Non bisognerebbe mai fidarsi di un artista obbligato a spiegare la sua opera ai giornalisti. Nanni Moretti ha presentato il suo ultimo lavoro Habemus Papam, uscito nelle sale italiane alla vigilia dell'84mo compleanno di Benedetto XVI, come una commedia. Ma quando, in apertura del film, pochi istanti prima di affacciarsi al balcone della loggia centrale della Basilica Vaticana, Michel Piccoli, nei panni del papa appena eletto, prorompe in un urlo di angoscia e fugge via, si capisce subito che ci sarà poco da ridere. Quell'urlo penetra fino in fondo nell'anima e risveglia paure oscure e ancestrali. Ci si ricorda allora che l'autore e regista di Ecce bombo non è capace solo di sapide ironie, ma sa indagare come pochi la sofferenza, come ne La stanza del figlio.

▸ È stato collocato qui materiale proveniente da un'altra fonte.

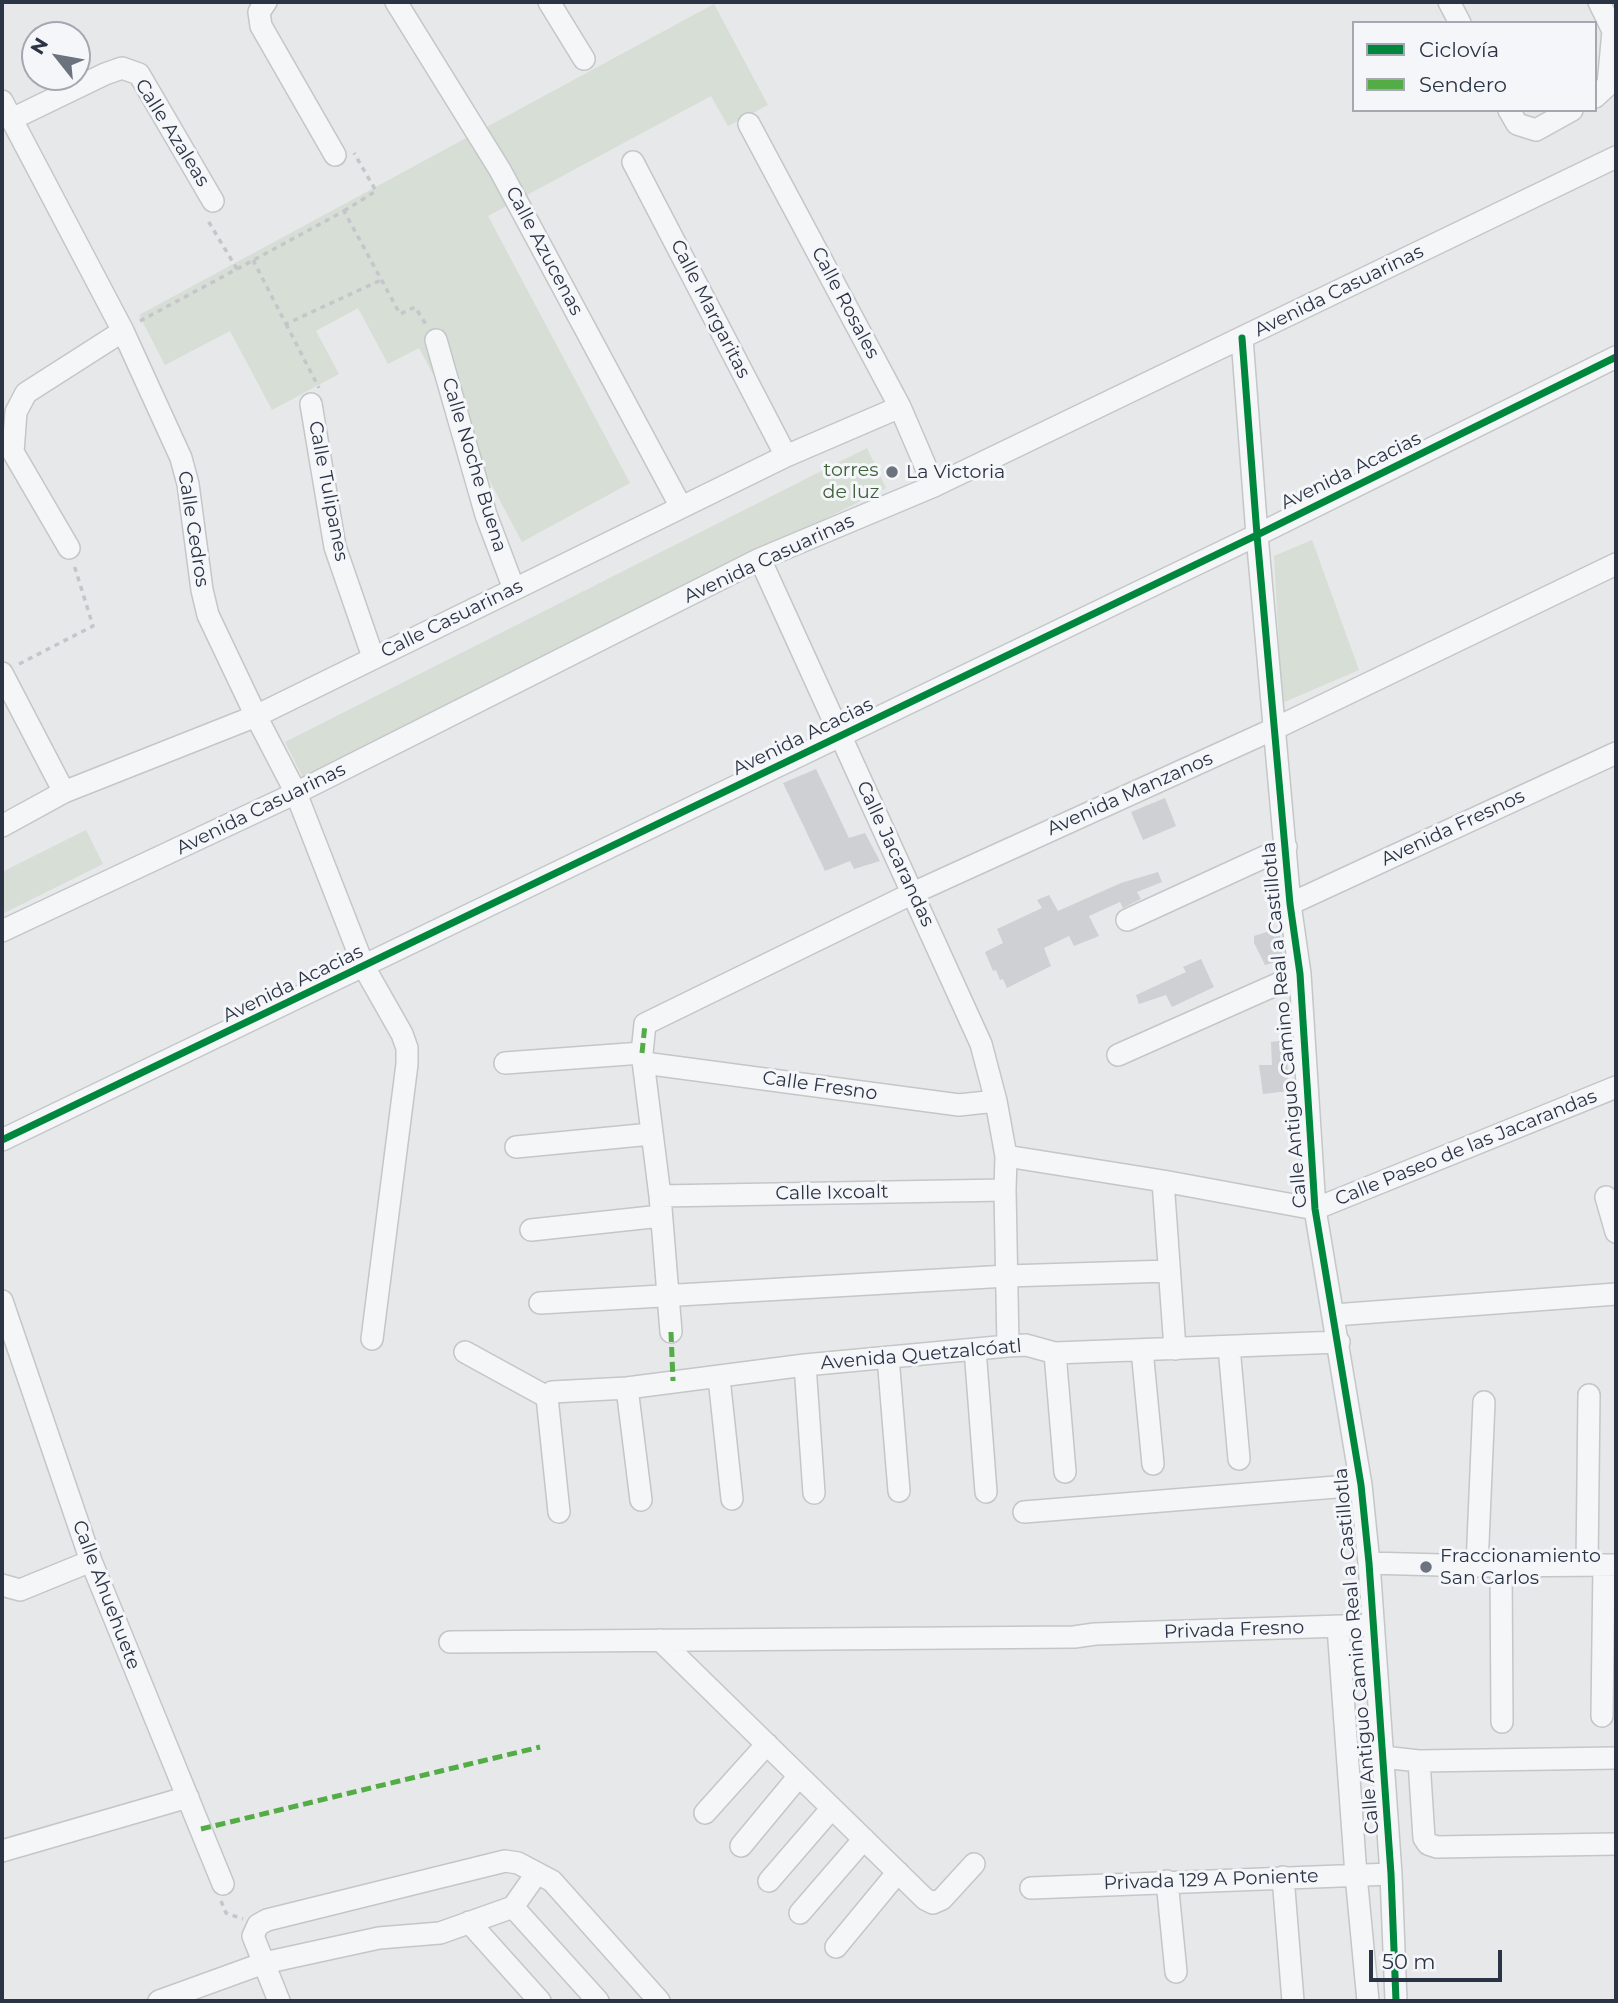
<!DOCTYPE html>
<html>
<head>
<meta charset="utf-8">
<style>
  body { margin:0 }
  #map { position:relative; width:1618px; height:2003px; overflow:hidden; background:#e6e8ea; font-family:Montserrat,sans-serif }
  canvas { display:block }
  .frame { position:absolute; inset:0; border:4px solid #2b3445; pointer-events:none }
  .legend { position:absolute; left:1352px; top:21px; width:245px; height:91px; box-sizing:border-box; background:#f4f6f9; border:2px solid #a4a8b1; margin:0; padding:9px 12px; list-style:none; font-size:21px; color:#2b3445 }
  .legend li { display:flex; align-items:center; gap:14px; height:35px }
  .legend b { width:35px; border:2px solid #a4a8b1 }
  .north { position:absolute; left:21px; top:21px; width:70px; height:70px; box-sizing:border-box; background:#f4f6f9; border:2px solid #a4a8b1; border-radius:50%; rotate:301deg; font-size:19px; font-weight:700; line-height:28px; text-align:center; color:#2b3445 }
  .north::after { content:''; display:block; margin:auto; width:24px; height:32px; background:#6c737f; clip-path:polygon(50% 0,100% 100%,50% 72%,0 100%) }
  .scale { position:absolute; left:1369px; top:1950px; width:133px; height:32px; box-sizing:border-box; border:4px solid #2b3445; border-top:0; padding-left:9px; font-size:21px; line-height:24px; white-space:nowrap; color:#2b3445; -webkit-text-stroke:5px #f4f6f9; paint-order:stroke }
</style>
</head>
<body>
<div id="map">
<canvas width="1618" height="2003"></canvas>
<div class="frame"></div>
<ul class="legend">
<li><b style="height:9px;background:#00873e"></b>Ciclovía</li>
<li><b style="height:9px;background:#54ac47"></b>Sendero</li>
</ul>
<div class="north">N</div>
<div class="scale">50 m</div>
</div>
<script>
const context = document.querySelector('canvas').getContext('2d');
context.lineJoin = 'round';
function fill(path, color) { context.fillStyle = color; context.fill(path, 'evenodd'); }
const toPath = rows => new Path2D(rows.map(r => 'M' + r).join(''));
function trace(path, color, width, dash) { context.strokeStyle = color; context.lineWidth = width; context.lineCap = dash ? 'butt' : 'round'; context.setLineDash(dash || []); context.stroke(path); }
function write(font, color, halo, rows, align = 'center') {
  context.font = font + ' Montserrat,sans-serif'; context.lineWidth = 6; context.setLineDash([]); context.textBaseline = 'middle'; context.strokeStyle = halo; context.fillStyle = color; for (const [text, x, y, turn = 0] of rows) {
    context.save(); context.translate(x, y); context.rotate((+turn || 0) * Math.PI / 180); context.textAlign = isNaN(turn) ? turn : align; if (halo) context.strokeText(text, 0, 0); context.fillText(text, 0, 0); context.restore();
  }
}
fill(toPath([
  [714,4,768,105,728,126,711,96,488,216,630,483,522,542,419,348,388,364,358,308,316,331,339,374,272,410,230,331,165,365,139,315],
  [867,448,886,488,305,782,285,742],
  [1312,540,1359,670,1282,703,1274,556],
  [86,830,103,864,2,914,2,872]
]), '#d6ded6');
fill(toPath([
  [816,769,849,838,865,833,880,861,854,869,850,861,825,871,783,783],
  [1165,798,1176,826,1143,840,1131,812],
  [1158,872,1162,882,1137,892,1141,899,1123,908,1120,902,1089,916,1099,936,1074,946,1069,936,1044,948,1051,966,1007,988,1003,979,1000,980,996,970,993,971,985,952,1003,943,997,929,1042,908,1037,900,1049,895,1058,911,1121,883],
  [1279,928,1283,960,1265,965,1254,943,1254,936],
  [1201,959,1214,987,1172,1007,1166,995,1139,1004,1136,995,1186,972,1183,967],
  [1286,1040,1289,1091,1263,1094,1259,1065,1272,1065,1271,1042]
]), '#ced0d3');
const minor = toPath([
  [266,2,259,12,261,26,335,155],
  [396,2,500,170,681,507],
  [549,2,584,59],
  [1449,2,1460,23],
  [1595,97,1608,85,1613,31,1599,2],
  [2,101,123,331,181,458,188,484,202,590,208,615,256,716,296,793,364,967,402,1034,407,1048,407,1064,372,1339],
  [1509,110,1517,124,1536,130,1572,110],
  [12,119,105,74,122,68,139,74,213,201],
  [749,124,900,407,934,486],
  [633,162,786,456],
  [1242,338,1257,535,1290,904,1300,974,1315,1209,1361,1485,1369,1563,1391,1874,1396,2001],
  [436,340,486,515,514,589],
  [311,404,335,547,373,657],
  [69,548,13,452,16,412,26,393,123,331],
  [760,559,981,1044,996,1101,1006,1156,1005,1190,1008,1346],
  [2,673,64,792],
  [2,826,64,792,256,716,786,456,900,407],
  [1290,904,1616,753],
  [1127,920,1286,847],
  [2,931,296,793,760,559,934,486,1616,157],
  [1118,1055,1300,974],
  [505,1063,642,1053],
  [644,1063,959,1105,996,1101],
  [2,1140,1257,535,1616,357],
  [516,1147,651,1134],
  [1006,1156,1163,1181,1315,1209,1616,1087],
  [1163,1181,1175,1349],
  [660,1196,1005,1190],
  [1606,1197,1616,1232],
  [531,1230,661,1216],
  [2,1301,91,1561,223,1884],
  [540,1303,1007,1276,1169,1271],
  [1334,1315,1616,1294],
  [671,1332,660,1196,642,1053,645,1024,913,893,1276,728,1616,564],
  [1229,1347,1239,1459],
  [975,1349,986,1492],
  [1142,1350,1153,1464],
  [465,1352,547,1397],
  [1055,1353,1065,1472],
  [888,1357,899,1491],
  [805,1365,814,1493],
  [719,1378,732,1499],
  [627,1388,641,1500],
  [547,1397,552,1392,627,1388,805,1365,1008,1346,1026,1345,1055,1353,1339,1342],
  [547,1397,559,1512],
  [1024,1512,1361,1485],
  [1369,1563,1477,1566,1616,1565],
  [1587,1565,1589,1395],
  [1477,1566,1484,1402],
  [1501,1566,1502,1722],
  [2,1585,20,1590,91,1561],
  [1338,1627,1356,1875,1368,2001],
  [660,1640,925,1899,933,1903,942,1899,974,1864],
  [450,1642,1074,1637,1095,1634,1372,1625],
  [1602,1716,1604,1565],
  [1383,1757,1419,1761,1616,1758],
  [1419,1761,1424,1838,1428,1844,1437,1847,1616,1844],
  [705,1813,767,1744],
  [741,1846,799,1776],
  [2,1851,188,1797],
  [1283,1877,1293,2001],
  [769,1881,832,1808],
  [1167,1881,1176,1972],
  [1031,1888,1391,1874],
  [513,1907,598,2001],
  [800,1913,864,1839],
  [469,1922,540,2001],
  [836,1947,898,1872],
  [159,2001,264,1963,379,1938,440,1933,513,1907,537,1873],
  [279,2001,253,1936,258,1925,267,1920,505,1861,518,1863,552,1881,659,2001]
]);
trace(minor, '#c4c6c8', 24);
trace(toPath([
  [344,211,376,191,354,153],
  [253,260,286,324,381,280],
  [237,269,344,211,400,314,415,307,427,326],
  [140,321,237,269,207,219],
  [286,324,319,388],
  [19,664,93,626,74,565],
  [221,1901,226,1913,243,1919]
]), '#c5c6ca', 3.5, [5, 5]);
trace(minor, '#f5f6f7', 21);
trace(toPath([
  [642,1053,645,1024],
  [671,1332,673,1381],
  [201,1829,540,1747]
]), '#54ac47', 5, [10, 5]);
trace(toPath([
  [1242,338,1257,535,1290,904,1300,974,1315,1209,1361,1485,1369,1563,1391,1874,1396,2001],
  [2,1140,1257,535,1616,357]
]), '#00873e', 7);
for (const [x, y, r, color] of [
  [892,472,7,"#6c737f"],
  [1426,1567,7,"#6c737f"]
]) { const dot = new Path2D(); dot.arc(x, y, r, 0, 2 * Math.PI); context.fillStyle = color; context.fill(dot); trace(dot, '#f4f6f9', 2.5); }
write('19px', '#2b3445', '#f4f6f9', [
  ["Calle Azaleas",172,133,58],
  ["Calle Azucenas",544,251,62],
  ["Avenida Casuarinas",1339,291,-26],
  ["Calle Rosales",845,303,62],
  ["Calle Margaritas",710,309,63],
  ["Calle Noche Buena",474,465,73],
  ["Avenida Acacias",1351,471,-26],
  ["Calle Tulipanes",328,491,79],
  ["Calle Cedros",193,529,81],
  ["Avenida Casuarinas",769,559,-25],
  ["Calle Casuarinas",452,619,-26],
  ["Avenida Acacias",803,737,-26],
  ["Avenida Manzanos",1130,794,-24],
  ["Avenida Casuarinas",261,809,-26],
  ["Avenida Fresnos",1453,828,-25],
  ["Calle Jacarandas",895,854,65],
  ["Avenida Acacias",293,984,-26],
  ["Calle Antiguo Camino Real a Castillotla",1285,1025,-95],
  ["Calle Fresno",820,1086,8],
  ["Calle Paseo de las Jacarandas",1466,1148,-22],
  ["Calle Ixcoalt",832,1193,-1],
  ["Avenida Quetzalcóatl",921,1355,-5],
  ["Calle Ahuehuete",106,1595,69],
  ["Privada Fresno",1234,1630,-2],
  ["Calle Antiguo Camino Real a Castillotla",1357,1651,-95],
  ["Privada 129 A Poniente",1211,1880,-2]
]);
write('19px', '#3f6138', '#f4f6f9', [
  ["torres",851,470],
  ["de luz",851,492]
]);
write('19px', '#2b3445', '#f4f6f9', [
  ["La Victoria",906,472],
  ["Fraccionamiento",1440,1556],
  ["San Carlos",1440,1578]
], 'left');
</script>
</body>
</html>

Appaiono subito spaventati i cardinali di Moretti riuniti in Conclave. Non aspirano al Soglio di Pietro, ma ciascuno si rivolge umile e un po' codardo al Signore, ripetendo sotto voce il mantra: "Non io! Non io!". E quando uno di loro, contro le previsioni, come accaduto nella realtà, diventa il prescelto, la loro gioia sembra la soddisfazione per uno scampato pericolo. Da qui in poi sullo schermo, nel tempo metaforico e claustrofobico di un conclave infinito, si dipana il dramma esistenziale di un papa, o meglio di un uomo, che non sa affrontare la realtà. "Non ce la faccio, aiutatemi". Il bravissimo Piccoli ripete con disarmante ed efficace semplicità queste parole, dandogli un significato universale. Sullo sfondo di questo dramma esistenziale, Moretti costruisce con garbo una cornice leggera, ma drammaturgicamente coerente, in cui lui stesso, nei panni di un egocentrico, autoironico, psicanalista, organizza tornei di pallavolo per i porporati nei cortili dei Sacri Palazzi. Ma si capisce che il cuore del film è altrove, in quel papa spaventato che vaga per Roma in abiti civili.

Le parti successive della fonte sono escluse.